Task item: Scan each line of the records for the word "Müstakil" and extract the ones that have it.
**** Raw data
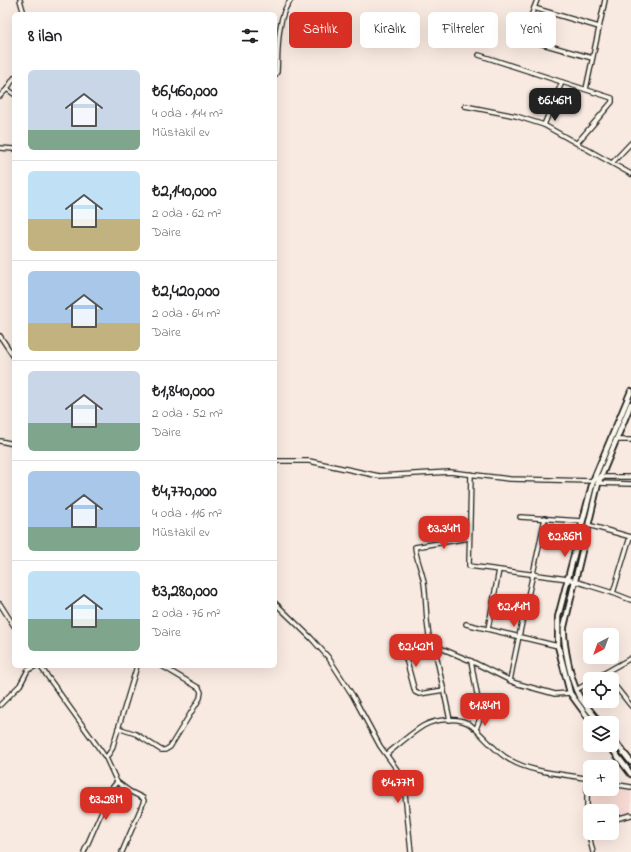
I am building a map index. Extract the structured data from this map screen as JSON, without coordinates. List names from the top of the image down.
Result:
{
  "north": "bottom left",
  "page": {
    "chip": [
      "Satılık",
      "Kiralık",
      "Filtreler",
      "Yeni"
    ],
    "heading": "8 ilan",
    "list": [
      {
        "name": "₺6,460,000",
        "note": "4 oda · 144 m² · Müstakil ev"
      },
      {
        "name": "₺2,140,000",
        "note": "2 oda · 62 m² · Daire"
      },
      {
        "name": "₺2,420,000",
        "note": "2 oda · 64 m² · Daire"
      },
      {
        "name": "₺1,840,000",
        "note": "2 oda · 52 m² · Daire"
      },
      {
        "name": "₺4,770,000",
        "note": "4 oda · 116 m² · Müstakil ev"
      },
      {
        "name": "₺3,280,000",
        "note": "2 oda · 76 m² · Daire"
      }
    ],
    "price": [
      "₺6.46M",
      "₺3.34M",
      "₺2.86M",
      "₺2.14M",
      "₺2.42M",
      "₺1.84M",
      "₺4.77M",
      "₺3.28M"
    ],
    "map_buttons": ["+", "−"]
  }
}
********
Answer to this problem:
        "note": "4 oda · 144 m² · Müstakil ev"
        "note": "4 oda · 116 m² · Müstakil ev"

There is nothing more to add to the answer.